Un dato útil que debes conocer es que existen frutas climatéricas y no climatéricas. Las primeras, maduran después de la cosecha, puesto que producen un gas llamado etileno. Esto quiere decir que, siguen madurando en casa. En esta categoría encontrarás frutas como pera, manzana, melocotón, entre otras. La primera indicación con este tipo de frutas es comprarlas de forma que aún no estén tan maduras. La mejor forma de conservarlas, si ya están maduras, es en la nevera. Con los frutos climatéricos hay que tener mucho cuidado porque una manzana o una pera podrida puede dañar fácilmente el resto.

Tabla comparativa de conservación de frutas y verduras

Los frutos no climatéricos son aquellos que deben madurar en la planta para recogerse.

Al llegar a casa, lava las frutas y verduras y desinféctalas. Una vez termines, sécalas con un paño de algodón: los vegetales se conservan mejor en ambientes secos. Algunos vegetales como los pimentones, tomates y pepinos, se conservan mejor a temperatura ambiente.

En el caso de las frutas verdes, no debes guardarlas en la nevera, a no ser que quieras conservarla así.

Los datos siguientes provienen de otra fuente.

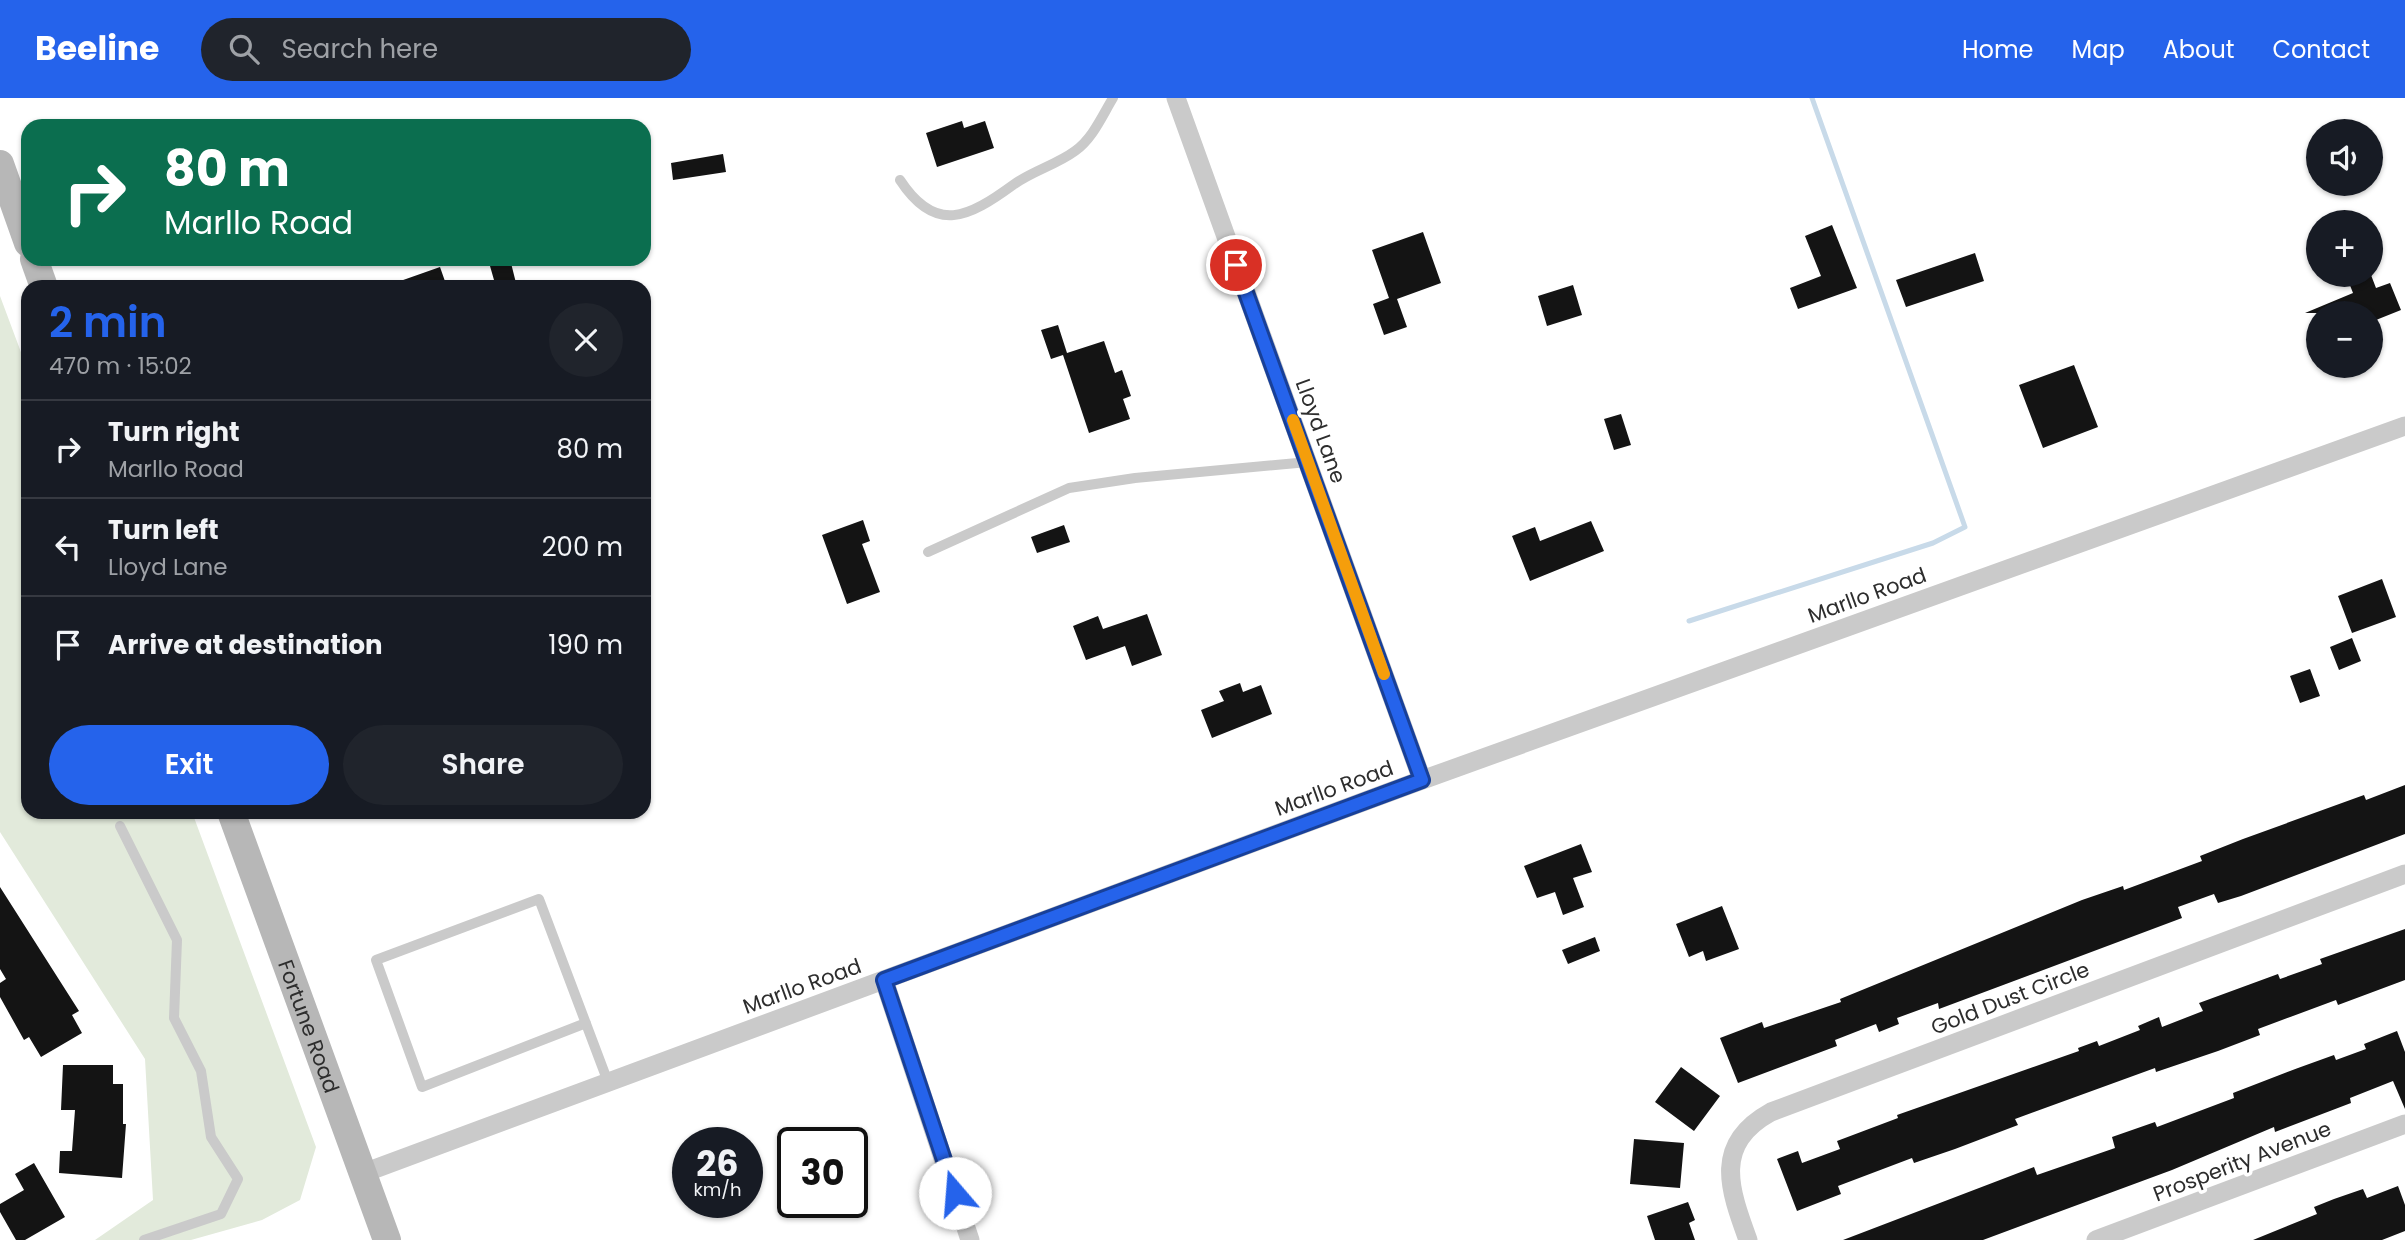 <!DOCTYPE html>
<html lang="en">
<head>
<meta charset="utf-8">
<style>
  :root { --surface:#171b24; --page:#20242c; --text:#f1f3f6; --muted:#9ea1a6; --line:#363941; --accent:#2563eb }
  body { margin:0; font-family:Poppins,sans-serif; background:var(--page); color:var(--text); height:100vh; display:flex; flex-direction:column; font-size:26px; white-space:nowrap }
  * { box-sizing:border-box; margin:0 }
  p { font-size:23px; color:var(--muted) }
  .icon { flex:none; width:38px; height:38px; fill:none; stroke:currentColor; stroke-width:2; stroke-linecap:round; stroke-linejoin:round }
  .map { position:relative; flex:1; overflow:hidden }
  .side { position:absolute; left:21px; top:182px; width:630px; height:539px; display:flex; flex-direction:column; background:var(--surface); border-radius:21px; box-shadow:0 2px 5px #0004 }
  .side>* { flex:none }
  .hud { position:absolute; left:21px; top:21px; width:630px; height:147px; border-radius:21px; box-shadow:0 2px 5px #0004; background:#0b6e4f; color:#fff; overflow:hidden }
  .controls { position:absolute; left:2306px; top:21px; display:grid; gap:14px }
  .controls a { display:grid; place-items:center; width:77px; height:77px; border-radius:50%; background:var(--surface); box-shadow:0 2px 5px #0004; font-size:35px }
  .speed { position:absolute; left:672px; top:1029px; display:flex; gap:14px; font-size:35px; font-weight:700; text-align:center }
  .speed>* { display:grid; place-content:center; width:91px; height:91px; border-radius:50%; background:var(--surface); box-shadow:0 2px 5px #0004; line-height:1 }
  .speed small { font-size:18px; font-weight:400 }
  .speed .limit { border:4px solid #111; border-radius:10px; background:#fff; color:#111 }
  .pin { position:absolute; display:grid; place-items:center; width:60px; height:60px; color:#fff; margin:-30px; border:4px solid #fff; border-radius:50%; box-shadow:0 2px 7px #0007 }
  .me { position:absolute; width:77px; margin:-38px; rotate:342deg; stroke-linejoin:round; filter:drop-shadow(0 0 5px #0008) }
  .turn { display:flex; align-items:center; gap:24px; height:147px; padding:0 28px; font-size:32px }
  .turn .icon { width:91px; height:91px; stroke-width:2.5 }
  .turn b { display:block; font-size:49px; line-height:60px }
  .round { display:grid; place-items:center; flex:none; width:74px; height:74px; border-radius:37px; background:var(--page) }
  .head { display:flex; align-items:center; justify-content:space-between; height:119px; padding:0 28px }
  h1 { font-size:42px; font-weight:600; line-height:52px; color:var(--accent) }
  .cta { display:flex; gap:14px; margin-top:auto; padding:14px 28px }
  .cta a { flex:1; height:80px; border-radius:42px; background:var(--accent); color:#fff; font-size:28px; font-weight:600; line-height:80px; text-align:center }
  .cta a+a { background:var(--page); color:var(--text) }
  ul { padding:0; list-style:none }
  li { display:flex; align-items:center; gap:21px; height:98px; padding:0 28px; border-top:2px solid var(--line) }
  li div { flex:1 }
  li b { display:block; font-size:26px }
  li em { font-style:normal }
  header { display:flex; align-items:center; gap:42px; box-sizing:border-box; height:98px; padding:0 35px; background:var(--accent); color:#fff }
  header strong { font-size:33px }
  nav { display:flex; gap:38px; margin-inline-start:auto; font-size:24px }
  .search { width:490px; height:63px; background:var(--page); display:flex; align-items:center; gap:18px; box-sizing:border-box; padding:0 24px; border-radius:38px; color:var(--muted); font-size:26px }
  .map>svg:first-child { display:block }
</style>
</head>
<body>
<header>
<strong>Beeline</strong>
<div class="search"><svg class="icon" aria-label="search" viewBox="0 0 24 24"><circle cx="10" cy="10" r="6"/><path d="M15 15l6 6"/></svg>Search here</div>
<nav><a>Home</a><a>Map</a><a>About</a><a>Contact</a></nav>
</header>
<div class="map">
<svg width="2405" height="1142" viewBox="0 0 2405 1142">
  <rect width="100%" height="100%" fill="#fff"/>
  <path fill="#e2eadb" d="M0 198 28 273V714H192L316 1049 300 1102 262 1122 191 1142H95L153 1102 145 961 0 734Z"/>
  <g fill="none" stroke-linecap="round" stroke-linejoin="round">
    <path stroke="#c8dae9" stroke-width="5" d="M1689 523 1933 445 1965 429 1812 0"/>
  </g>
  <path fill="#141414" d="M962 23 964 30 985 23 994 50 937 69 926 35Z
    M723 56 726 74 673 82 671 65Z
    M1832 127 1857 190 1798 211 1790 190 1821 178 1805 138Z
    M1423 134 1441 185 1397 201 1407 229 1384 237 1373 206 1389 200 1372 152Z
    M1975 155 1984 183 1906 209 1896 182Z
    M488 161H510L517 189H496Z
    M440 169 447 189H390L389 187Z
    M2346 177H2371L2376 190 2390 185 2401 212 2371 224V215H2305L2353 195Z
    M1573 187 1582 217 1547 228 1538 198Z
    M1058 227 1067 255 1104 243 1115 275 1122 272 1131 298 1123 301 1130 321 1089 335 1063 257 1051 261 1041 232Z
    M2074 267 2098 329 2043 350 2019 287Z
    M1621 316 1631 347 1614 352 1604 321Z
    M863 422 870 443 862 446 880 494 847 506 822 437Z
    M1591 423 1604 453 1530 483 1512 438 1535 429 1540 443Z
    M1064 427 1070 444 1037 455 1031 439Z
    M2382 481 2396 519 2352 535 2338 498Z
    M1147 516 1162 557 1132 568 1125 548 1086 562 1073 528 1098 518 1103 531Z
    M2352 540 2361 563 2339 572 2330 549Z
    M2310 571 2320 598 2300 605 2290 578Z
    M1240 585 1243 594 1261 587 1272 616 1212 640 1201 612 1224 603 1219 593Z
    M2405 687V736L2241 798 2218 805 2214 796 2178 809 2182 820 1939 911 1938 905 1897 920 1899 926 1879 934 1876 926 1835 942 1837 948 1738 985 1720 940 1762 924 1764 930 1841 904 1840 901 2082 802 2123 788 2124 792 2202 763 2200 758 2243 741 2364 697 2366 702Z
    M1581 746 1592 774 1573 780 1584 809 1563 817 1555 794 1537 800 1524 768Z
    M0 789 79 913 72 917 82 935 41 959 29 939 24 942 0 899V885L6 881 0 871Z
    M1722 808 1739 851 1706 863 1703 853 1689 859 1676 826Z
    M2405 831V882L2338 907 2336 902 2258 931 2260 937 2218 953 2156 974 2155 970 2015 1021 2018 1027 1955 1051 1914 1065 1912 1060 1838 1088 1841 1096 1797 1113 1777 1061 1798 1053 1802 1065 1840 1051 1837 1043 1898 1020 1897 1017 2079 953 2078 950 2097 943 2099 948 2140 932 2138 928 2159 919 2162 929 2203 913 2199 905 2278 876 2280 881 2322 866 2320 861Z
    M1595 839 1600 853 1568 866 1562 852Z
    M2397 933 2405 954V1011L2393 983 2350 1000 2351 1005 2275 1034 2274 1029 2172 1072 1983 1142H1843L2034 1069 2037 1077 2115 1050 2112 1039 2155 1024 2157 1029 2234 1000 2233 995 2298 970 2334 957 2336 962 2366 951 2364 946Z
    M63 967H113V986H123V1026H126L122 1080 59 1075 60 1053H72L75 1012H61Z
    M1681 969 1720 998 1694 1033 1655 1004Z
    M1634 1041 1684 1045 1680 1090 1630 1086Z
    M34 1065 65 1119 25 1142H16L0 1114V1106L24 1092 15 1076Z
    M2398 1088 2405 1107V1133L2382 1142H2253L2317 1116 2314 1109 2334 1101 2363 1091 2367 1100Z
    M1688 1104 1695 1122 1689 1125 1695 1142H1655L1647 1118Z"/>
  <g fill="none" stroke-linecap="round" stroke-linejoin="round">
    <path stroke="#cacaca" stroke-width="10" d="M900 82C936 137 969 119 1013 87 1032 73 1056 67 1075 53 1093 40 1102 18 1113 0
      M928 454 1069 390 1135 380 1308 364
      M120 728 177 842 174 920 201 973 211 1039 238 1081 221 1116 144 1142
      M586 925 422 989 376 862 539 801 608 984"/>
    <path stroke="#cacaca" stroke-width="19" d="M1176 0 1422 682
      M884 882 970 1142
      M361 1076 1422 682 2405 328
      M1748 1142C1729 1090 1713 1046 1771 1014L2405 776
      M2096 1142 2405 1026"/>
    <g stroke="#b7b7b7" stroke-width="28">
      <path d="M0 66 28 145"/>
      <path d="M34 161 44 189"/>
      <path id="s1" d="M231 714 387 1142"/>
    </g>
  </g>
  <g fill="none" stroke-linecap="round" stroke-linejoin="round">
    <defs>
      <path id="route" d="M955 1095 884 882 1422 682 1236 167"/>
    </defs>
    <use href="#route" stroke="#184099" stroke-width="18"/>
    <use href="#route" stroke="#2563eb" stroke-width="12"/>
    <path stroke="#f59e0b" stroke-width="12" d="M1293 322 1384 576"/>
  </g>
  <g text-anchor="middle" dominant-baseline="central" stroke-width="7" stroke-linejoin="round" paint-order="stroke">
    <g font-size="21" fill="#2d2d2d" stroke="#fff">
      <text transform="translate(1321 333) rotate(70)">Lloyd Lane</text>
      <text transform="translate(1867 497) rotate(-20)">Marllo Road</text>
      <text transform="translate(1334 690) rotate(-20)">Marllo Road</text>
      <text transform="translate(802 888) rotate(-20)">Marllo Road</text>
      <text transform="translate(2010 900) rotate(-21)">Gold Dust Circle</text>
      <text stroke="none"><textPath href="#s1" startOffset="228">Fortune Road</textPath></text>
      <text transform="translate(2242 1063) rotate(-21)">Prosperity Avenue</text>
    </g>
  </g>
</svg>
<div class="controls">
<a><svg class="icon" aria-label="sound" viewBox="0 0 24 24"><path d="M4 9h4l5-4v14l-5-4H4zM17 9q2 3 0 6"/></svg></a>
<a>+</a>
<a>−</a>
</div>
<div class="speed"><div>26<small>km/h</small></div><div class="limit">30</div></div>
<div class="pin" style="left:1236px;top:167px;background:#d93025"><svg class="icon" aria-label="arrive" viewBox="0 0 24 24"><path d="M6 21V4h12l-3 4 3 4H6"/></svg></div>
<svg class="me" style="left:955px;top:1095px" viewBox="-20 -20 40 40"><circle r="19" fill="#fff"/><path d="M0-13L10 11 0 6-10 11z" fill="#2563eb"/></svg>
<div class="hud">
<div class="turn"><svg class="icon" aria-label="right" viewBox="0 0 24 24"><path d="M7 20v-9h11M14 6l5 5-5 5"/></svg><div><b>80 m</b>Marllo Road</div></div>
</div>
<section class="side">
<div class="head"><div><h1>2 min</h1><p>470 m · 15:02</p></div><a class="round"><svg class="icon" aria-label="close" viewBox="0 0 24 24"><path d="M6 6l12 12M18 6L6 18"/></svg></a></div>
<ul>
<li><svg class="icon" aria-label="right" viewBox="0 0 24 24"><path d="M7 20v-9h11M14 6l5 5-5 5"/></svg><div><b>Turn right</b><p>Marllo Road</p></div><em>80 m</em></li>
<li><svg class="icon" aria-label="left" viewBox="0 0 24 24"><path d="M17 20v-9H6M10 6l-5 5 5 5"/></svg><div><b>Turn left</b><p>Lloyd Lane</p></div><em>200 m</em></li>
<li><svg class="icon" aria-label="arrive" viewBox="0 0 24 24"><path d="M6 21V4h12l-3 4 3 4H6"/></svg><div><b>Arrive at destination</b></div><em>190 m</em></li>
</ul>
<div class="cta"><a>Exit</a><a>Share</a></div>
</section>
</div>
</body>
</html>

Verduras como las zanahorias, el apio y los rábanos, pueden conservarse en un frasco con agua. Se aconseja pelarlos y picarlos antes de llevarlos a refrigeración. Utiliza frascos pequeños y con agua suficiente para que los cubra. La parte más baja del refrigerador es la más cálida. La idea de evadir las temperaturas más altas es que estas atentan contra el aroma y el sabor de estos productos.

Consejos específicos de conservación:

  • Fresas: lávalas en agua con vinagre, enjuágalas y sécalas.
  • Lechuga: consérvala envuelta en una servilleta de papel y, luego, colócala en una bolsa plástica.
  • Aguacate: envuélvelo en papel periódico para que se madure.
  • Papas: guárdalas en un lugar seco y oscuro puesto que estos tubérculos se dañan con la luz. Evita colocarlas en la nevera para que no se pongan dulces.

Ilustración de patatas guardadas en un lugar oscuro y seco

Si piensas que tardarás mucho tiempo en consumir los víveres que compraste, lo mejor es realizar algunas preparaciones para conservarlos mejor.

Domina 15 Técnicas Antiguas de Conservación de Alimentos | Guía Completa en Casa

Para preparar una salmuera, solo necesitas 100 gramos de sal por cada litro de agua que uses. Puede añadir especias, cítricos y otros ingredientes aromáticos de tu preferencia.

Para hacer un escabeche, añade una parte de agua por dos de vinagre.